Tomorrow is Halloween.  Despite the dreary forecast for the day, children are getting excited for their adventures in trick-or-treating.  The neighborhood is decorated with carved pumpkins, creepy figures, and orange and purple lights (although I missed when purple became the other color of Halloween…).  When I was young, it did not matter the weather – we went out; neither snow nor rain nor heat nor gloom of night, well, you get the picture…I even recall one year in Minnesota going out in spite of the blizzard (which dumped almost 3 feet of snow in the area)!  Nothing could keep us from the Halloween loot, or the excitement of the night, back when trick-or-treating still took place at night.

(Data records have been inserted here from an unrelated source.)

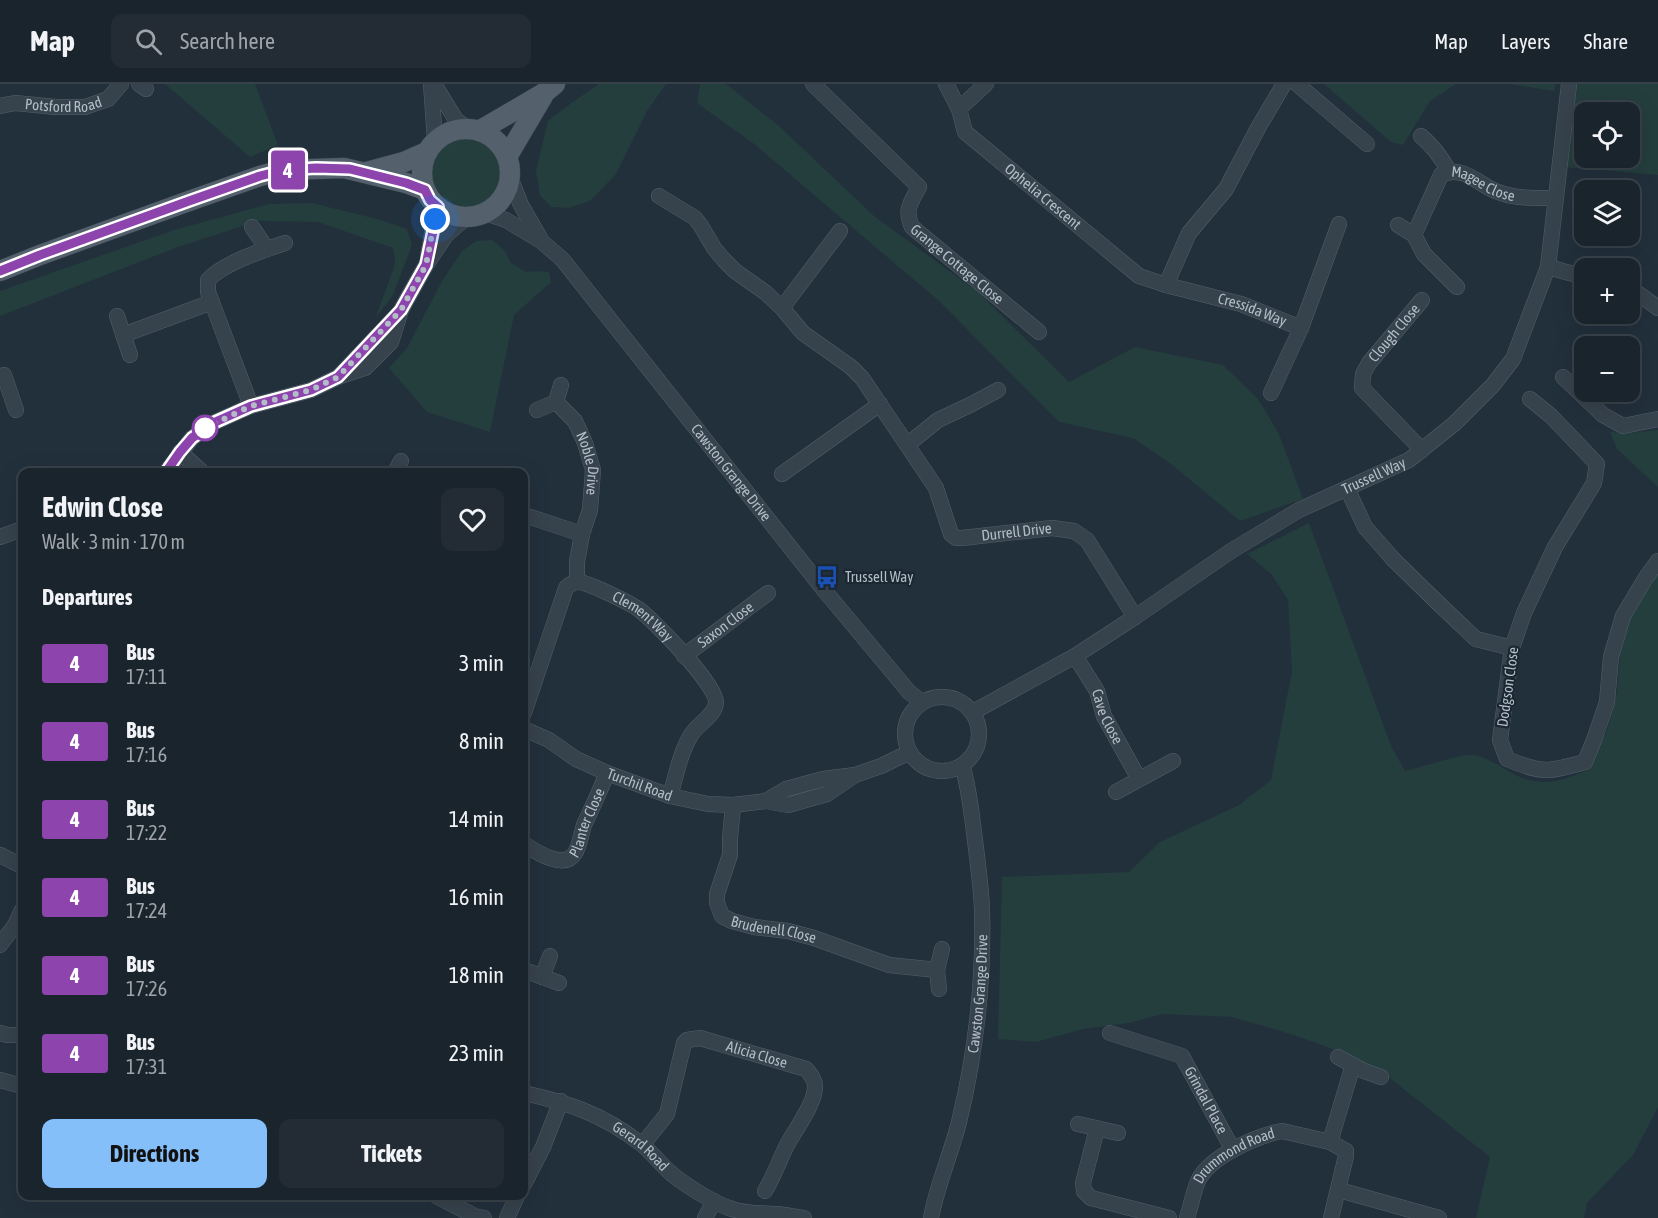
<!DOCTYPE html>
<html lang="en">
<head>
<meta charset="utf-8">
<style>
  body { margin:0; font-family:"Asap Condensed",sans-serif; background:#232c35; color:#f1f3f6; height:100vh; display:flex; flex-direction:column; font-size:22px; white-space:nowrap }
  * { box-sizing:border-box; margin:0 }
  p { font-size:20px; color:#9fa4aa }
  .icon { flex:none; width:33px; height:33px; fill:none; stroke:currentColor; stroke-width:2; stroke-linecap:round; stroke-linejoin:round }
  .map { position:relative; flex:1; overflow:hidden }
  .details { position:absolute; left:18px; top:384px; width:510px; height:732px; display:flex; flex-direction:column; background:#1a242d; border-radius:12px; box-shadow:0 6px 24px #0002,0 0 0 2px #384149 }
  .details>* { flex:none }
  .badge { padding:0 12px; border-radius:4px; font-size:21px; line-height:39px }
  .tools { position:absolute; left:1574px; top:18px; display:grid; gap:12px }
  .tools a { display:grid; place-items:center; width:66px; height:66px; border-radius:12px; background:#1a242d; box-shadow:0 6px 24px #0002,0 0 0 2px #384149; font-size:30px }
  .you { position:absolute; width:30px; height:30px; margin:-15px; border:4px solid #fff; border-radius:50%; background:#1a73e8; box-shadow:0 0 0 9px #1a73e833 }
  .map>.badge { position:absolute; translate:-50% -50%; box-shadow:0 0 0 3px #fff }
  h2 { padding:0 24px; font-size:22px; line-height:54px }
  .round { display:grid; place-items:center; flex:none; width:63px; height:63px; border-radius:12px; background:#232c35 }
  .head { display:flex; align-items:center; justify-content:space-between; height:102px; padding:0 24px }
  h1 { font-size:28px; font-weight:700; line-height:45px }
  .cta { display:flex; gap:12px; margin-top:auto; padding:12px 24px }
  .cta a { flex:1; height:69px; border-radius:12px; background:#85bffa; color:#111; font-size:24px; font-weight:700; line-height:69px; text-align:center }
  .cta a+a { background:#232c35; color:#f1f3f6 }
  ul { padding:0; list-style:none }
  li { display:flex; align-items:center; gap:18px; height:78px; padding:0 24px }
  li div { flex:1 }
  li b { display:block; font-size:22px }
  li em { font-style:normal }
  li .badge { min-width:66px; font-weight:700; text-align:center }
  header { display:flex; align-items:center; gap:36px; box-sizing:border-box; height:84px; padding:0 30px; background:#1a242d; border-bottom:2px solid #384149 }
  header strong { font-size:28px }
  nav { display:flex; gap:33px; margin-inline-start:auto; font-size:21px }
  .search { width:420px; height:54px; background:#232c35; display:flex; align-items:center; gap:15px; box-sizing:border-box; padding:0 21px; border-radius:12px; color:#9fa4aa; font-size:22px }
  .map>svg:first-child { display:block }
  .green { fill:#243d3d; fill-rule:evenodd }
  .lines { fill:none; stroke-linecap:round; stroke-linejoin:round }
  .minor-casing { stroke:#54606a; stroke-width:16 }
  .major-casing { stroke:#3f4b55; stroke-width:21 }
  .minor { stroke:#36424c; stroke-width:15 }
  .major { stroke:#54616d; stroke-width:20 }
  .line-casing { stroke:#fff; stroke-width:14 }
  .line { stroke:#8e44ad; stroke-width:9 }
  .walk { stroke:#b2bdc8; stroke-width:6; stroke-dasharray:0 10.8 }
  .stop-dot { fill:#fff; stroke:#8e44ad; stroke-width:3 }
  .labels { text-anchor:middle; stroke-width:4.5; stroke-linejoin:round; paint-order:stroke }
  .street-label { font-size:15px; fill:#b2bdc8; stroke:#1b2731 }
  .poi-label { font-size:15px; fill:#b2bdc8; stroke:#1b2731; text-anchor:start }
</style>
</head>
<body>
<header>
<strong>Map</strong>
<div class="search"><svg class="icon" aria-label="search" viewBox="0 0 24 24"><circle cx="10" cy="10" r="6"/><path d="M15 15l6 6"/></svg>Search here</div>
<nav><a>Map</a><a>Layers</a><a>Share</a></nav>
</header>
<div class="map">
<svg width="1658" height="1134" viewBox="0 0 1658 1134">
  <rect width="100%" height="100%" fill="#22303c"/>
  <g class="green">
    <path d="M165,0H255L278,61L250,73Z"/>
    <path d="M599,0H666L647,27L616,90L590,117L569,124L551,123L540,111L536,87L548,37L570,20Z"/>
    <path d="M700,0H726L779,42L874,132L978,208L1069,298L1135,263L1223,281L1258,315L1279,350L1303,415L1240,437L1171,380L1133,354L1059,338L939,217L754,60L697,19Z"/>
    <path d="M1324,0H1456L1430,17L1403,61L1391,58Z"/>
    <path d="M1509,0H1556L1554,7Z"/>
    <path d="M1577,0H1658V91L1565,83L1575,11ZM1584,28H1629V74H1584Z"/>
    <circle cx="465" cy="89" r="38"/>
    <path d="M312,119L377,135L407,145L412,161L393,211L375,235L393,186L395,178L393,164L318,138L258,137L178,163L0,232V207L174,146L269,120Z"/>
    <path d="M492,156L505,167L511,179L526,188L537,187L549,188L551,198L514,231L490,348L427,328L389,284L407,264L442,197L462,167L476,157Z"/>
    <path d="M1658,346V403L1617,365L1610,348L1629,349Z"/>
    <path d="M1309,439L1391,662L1405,687C1419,684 1463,669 1474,671C1488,674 1500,682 1512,689C1540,705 1561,697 1588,686L1607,646L1617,610L1620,572L1631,530L1658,486V1023L1633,1071L1587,1119L1584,1134H1476L1490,1073L1382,988L1341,968L1294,951L1232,933L1162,930L1129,939L1083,945L1036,958L998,955L1002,793L1129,788L1160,758L1239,721L1271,696L1292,587L1288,516L1271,490L1247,470Z"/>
  </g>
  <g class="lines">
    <g class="minor-casing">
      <g id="minor">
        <path d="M139,0L146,5"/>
        <path d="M431,0L435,57"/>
        <path d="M434,0L456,36L468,45"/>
        <path id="s1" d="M813,0L919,103C911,118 904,126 912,143L1039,248"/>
        <path id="s2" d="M946,0L959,25L965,48L1139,192L1166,201L1241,220L1301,244L1339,140"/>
        <path d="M1297,0L1367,60"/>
        <path id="s3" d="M0,22L15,19L56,23H85L108,15L121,0"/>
        <path d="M959,25L986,0"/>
        <path d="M1421,52C1433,62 1441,73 1449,87"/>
        <path d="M510,93L521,121L540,154"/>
        <path id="s4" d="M659,112L695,134L701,142L714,164L724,176L735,187L766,209L782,224L803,249L851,283L862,294L936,404L951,450L956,454H962L1052,444L1074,447L1087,456L1135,533"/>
        <path id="s5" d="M485,129L506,136L541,157L562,175L824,506L909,608L922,618"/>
        <path d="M1398,141L1414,151L1424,170L1457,203"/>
        <path d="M252,143L267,165"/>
        <path id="s6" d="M1414,151L1441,91C1464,80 1478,101 1498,108C1516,115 1537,114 1555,114"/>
        <path d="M428,172L437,123"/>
        <path d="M1548,183L1584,193"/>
        <path d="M1166,201L1189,149L1226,105L1258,44L1284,0"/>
        <path d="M1629,203L1658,224"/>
        <path d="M782,224L840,147"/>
        <path d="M117,232L130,271"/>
        <path d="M123,251L212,218"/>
        <path d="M4,291L16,326"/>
        <path d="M340,291L398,230"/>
        <path d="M1563,293L1603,331L1623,342L1658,335"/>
        <path d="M1271,309L1301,244"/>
        <path d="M1530,315L1551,332L1597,380L1594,399L1555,463L1524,529L1512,564L1500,656L1507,675C1542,690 1549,688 1585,678L1594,656L1607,618L1611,573L1623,532L1645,495L1658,477"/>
        <path id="s7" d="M556,318L575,337L585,359L593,386L590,426L582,450L577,478V498"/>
        <path d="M251,322L208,208V196C223,179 264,166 285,159"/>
        <path d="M537,326L556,318L561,301"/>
        <path d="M907,361L938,336L970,321L998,306"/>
        <path id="s8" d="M1422,366L1362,304L1363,290L1369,279L1422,216"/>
        <path d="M180,368L202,388"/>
        <path d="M166,388L192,354L213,339L251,322L311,306L338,293L365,284L391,258L401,226L426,181L446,151L467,133"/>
        <path d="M395,388L401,377"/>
        <path d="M782,390L880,320"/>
        <path d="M1347,404L1365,443L1393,475L1439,520L1476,555L1512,564"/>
        <path d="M524,431L582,450"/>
        <path d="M0,453L22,445"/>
        <path id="s9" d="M684,572L768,509"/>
        <path id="s10" d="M1075,572L1097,607L1104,632L1139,695"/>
        <circle cx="942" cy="650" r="37"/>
        <path id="s11" d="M973,628L1075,572L1135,533L1231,467L1299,426L1409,376L1454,340L1493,301L1513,275L1548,183L1569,0"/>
        <path id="s12" d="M524,629L566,504C569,501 573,498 578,498C588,498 627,518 637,524C652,534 718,602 716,619C715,632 697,640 691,651C680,669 676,692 670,712"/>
        <path id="s13" d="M524,645L549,656L576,675L607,689L670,712L708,720L733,721L766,717"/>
        <path d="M855,691L823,695L786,705L766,717L788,721L827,710L855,691L881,682L910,668"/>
        <path d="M1116,708L1173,677"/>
        <path id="s14" d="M733,721L730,754V771L717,810V819L722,832L732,837L754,843L788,847L814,854L889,881L937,886"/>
        <path id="s15" d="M524,760C535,767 564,787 575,769C580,761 581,750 584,741C592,724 600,707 607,689"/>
        <path d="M0,771L22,782"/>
        <path d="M0,861L15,841L22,826"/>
        <path d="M524,886L559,899"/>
        <path d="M542,893L550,872"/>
        <path d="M939,905L937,886L942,865"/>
        <path d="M0,949L7,951H22"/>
        <path id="s16" d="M1110,949L1182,972L1233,1066"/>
        <path d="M1338,973L1364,987L1381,993"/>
        <path d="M0,996L22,1002"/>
        <path id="s17" d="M524,1009C569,1019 602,1030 640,1059C652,1068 661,1081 673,1091C687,1102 715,1120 732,1125C747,1130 762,1129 777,1130C786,1131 795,1133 804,1134"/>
        <path d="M1078,1040L1118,1049"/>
        <path d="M1097,1045L1083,1099L1084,1107L1091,1114L1169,1134"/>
        <path d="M1330,1058L1353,981"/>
        <path id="s18" d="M643,1060L667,1030L684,959L687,956L700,954L806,985C810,990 815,995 815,1002C816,1018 795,1046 787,1061C779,1077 774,1092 765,1107"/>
        <path d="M524,1100L543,1063L561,1017"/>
        <path d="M1339,1106L1439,1134"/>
        <path d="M436,1112L477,1133L484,1134"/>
        <path d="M507,1134L517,1112"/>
        <path d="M705,1134L714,1117"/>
        <path id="s19" d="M931,1134C937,1101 951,1070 959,1038C976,968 984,897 982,825C981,800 977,774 974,748C971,726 969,703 962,681"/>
        <path id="s20" d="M1187,1134C1191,1122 1193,1109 1198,1097C1209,1073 1256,1052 1282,1047L1330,1058L1346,1067V1072L1331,1134"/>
      </g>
    </g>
    <g class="major-casing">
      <g id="major">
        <circle cx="466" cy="89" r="44"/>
        <path d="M479,47L544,9L555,0"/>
        <path d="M507,73L543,12"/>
        <path d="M367,88L404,78L427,68"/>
        <path d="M0,187L40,171L189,117L260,92L283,86L344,84L406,99L425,106"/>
      </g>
    </g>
    <use href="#minor" class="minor"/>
    <use href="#major" class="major"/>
  </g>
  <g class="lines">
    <g class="line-casing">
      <path id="line" d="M0,187L40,171L189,117L260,92L283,86L316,84L350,85L406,99L425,106L430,116L438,123L426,181L401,226L338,293L311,306L251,322L213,339L192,354L180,368L166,388"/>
    </g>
    <use href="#line" class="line"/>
    <path class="walk" d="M205,344L251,322L311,306L338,293L401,226L426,181L435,135"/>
  </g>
  <defs>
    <g id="bus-bare" transform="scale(1.8)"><path d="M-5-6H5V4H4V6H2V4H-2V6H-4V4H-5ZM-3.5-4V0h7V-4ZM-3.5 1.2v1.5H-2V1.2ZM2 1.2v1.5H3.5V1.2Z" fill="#1a4fb4" stroke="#1b2731" stroke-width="2.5" paint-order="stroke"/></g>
  </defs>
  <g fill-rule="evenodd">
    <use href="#bus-bare" x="827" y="493"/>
  </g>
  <circle class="stop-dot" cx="205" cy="344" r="12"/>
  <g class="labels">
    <g class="street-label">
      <text dy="5" stroke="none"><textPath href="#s3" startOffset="64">Potsford Road</textPath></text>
      <text dy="5" stroke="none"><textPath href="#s6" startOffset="111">Magee Close</textPath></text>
      <text dy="5" stroke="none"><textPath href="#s2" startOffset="153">Ophelia Crescent</textPath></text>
      <text dy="5" stroke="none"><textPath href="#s1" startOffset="249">Grange Cottage Close</textPath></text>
      <text dy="5" stroke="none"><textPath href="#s2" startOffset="396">Cressida Way</textPath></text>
      <text dy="5" stroke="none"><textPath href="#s8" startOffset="152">Clough Close</textPath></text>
      <text dy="5" stroke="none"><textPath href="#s7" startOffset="72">Noble Drive</textPath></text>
      <text dy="5" stroke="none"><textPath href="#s5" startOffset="363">Cawston Grange Drive</textPath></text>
      <text dy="5" stroke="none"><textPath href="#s11" startOffset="466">Trussell Way</textPath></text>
      <text dy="5" stroke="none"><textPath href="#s4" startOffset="524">Durrell Drive</textPath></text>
      <text dy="5" stroke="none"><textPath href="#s12" startOffset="220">Clement Way</textPath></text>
      <text dy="5" stroke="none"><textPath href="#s9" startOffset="52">Saxon Close</textPath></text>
      <text transform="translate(1508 603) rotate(-82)" y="5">Dodgson Close</text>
      <text dy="5" stroke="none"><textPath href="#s10" startOffset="69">Cave Close</textPath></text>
      <text dy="5" stroke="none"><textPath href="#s13" startOffset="129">Turchil Road</textPath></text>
      <text dy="5" stroke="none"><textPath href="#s15" startOffset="90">Planter Close</textPath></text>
      <text dy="5" stroke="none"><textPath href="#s14" startOffset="168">Brudenell Close</textPath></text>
      <text dy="5" stroke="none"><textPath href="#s19" startOffset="230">Cawston Grange Drive</textPath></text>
      <text dy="5" stroke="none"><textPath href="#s18" startOffset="188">Alicia Close</textPath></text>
      <text dy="5" stroke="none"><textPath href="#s16" startOffset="126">Grindal Place</textPath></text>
      <text dy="5" stroke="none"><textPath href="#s17" startOffset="130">Gerard Road</textPath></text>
      <text dy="5" stroke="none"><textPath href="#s20" startOffset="84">Drummond Road</textPath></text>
    </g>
    <g class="poi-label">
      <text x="845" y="498">Trussell Way</text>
    </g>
  </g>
</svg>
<div class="tools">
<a><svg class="icon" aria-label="locate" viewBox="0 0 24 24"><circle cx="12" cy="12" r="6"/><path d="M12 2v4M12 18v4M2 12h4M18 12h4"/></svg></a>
<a><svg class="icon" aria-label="layers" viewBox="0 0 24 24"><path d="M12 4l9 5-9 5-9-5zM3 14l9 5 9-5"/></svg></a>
<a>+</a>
<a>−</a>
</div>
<div class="you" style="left:435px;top:135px"></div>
<b class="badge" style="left:288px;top:86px;background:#8e44ad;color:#fff">4</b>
<section class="details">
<div class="head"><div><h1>Edwin Close</h1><p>Walk · 3 min · 170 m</p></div><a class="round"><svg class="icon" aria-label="heart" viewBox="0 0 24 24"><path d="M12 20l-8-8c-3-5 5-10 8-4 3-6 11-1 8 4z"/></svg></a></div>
<h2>Departures</h2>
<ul>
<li><span class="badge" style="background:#8e44ad;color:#fff">4</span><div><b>Bus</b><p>17:11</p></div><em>3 min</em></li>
<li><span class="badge" style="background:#8e44ad;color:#fff">4</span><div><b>Bus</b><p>17:16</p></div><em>8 min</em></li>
<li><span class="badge" style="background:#8e44ad;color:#fff">4</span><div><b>Bus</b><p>17:22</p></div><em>14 min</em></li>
<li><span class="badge" style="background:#8e44ad;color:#fff">4</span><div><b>Bus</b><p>17:24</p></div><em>16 min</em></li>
<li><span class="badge" style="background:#8e44ad;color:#fff">4</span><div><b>Bus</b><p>17:26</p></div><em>18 min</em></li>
<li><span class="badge" style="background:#8e44ad;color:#fff">4</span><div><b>Bus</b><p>17:31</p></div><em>23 min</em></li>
</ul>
<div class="cta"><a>Directions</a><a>Tickets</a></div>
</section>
</div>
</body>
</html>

I loved it all, especially the excitement of feeling scared, knowing that it was all pretend.  As time as passed, and knowledge has grown, the fear I feel is no longer the childhood naivety.  It is no longer about whether the werewolf on the chair is real, or if there are spiders in the webs.  The fear I feel is for the future of our world.  How far have we come over these past 150 years since slavery was abolished?  Is the chocolate I bought really just an innocent gift to hand out to the cute children?  Or am I supporting and industry that still thrives off of slave labor?  And worse yet, off of child slaves?

Yes, over a decade ago the Harkin-Engel Protocol was created, and many chocolate companies signed on.  Initially it was intended “to assure consumers that chocolate companies were acting ethically and ending forced and trafficked child labor in their cocoa supply” (The Cocoa Protocol:  Success or failure?).  According to this same report, however, this intent has yet to be achieved and “consumers today have no more assurance than they did eight years ago that trafficked or exploited child labor was not used in the production of their chocolate.”

This is not to say that companies are sitting back and ignoring what is happening – they have taken steps to right this horrible wrong.  But until consumers take a stand and make a change in their buying habits, companies do not need to ensure they are doing everything in their power to eradicate child slavery in the production of their products.  So next time you need your chocolate fix, consider “splurging” for that fair trade chocolate – show the chocolate companies that we will be responsible consumers who care more about human rights than a little extra pocket change.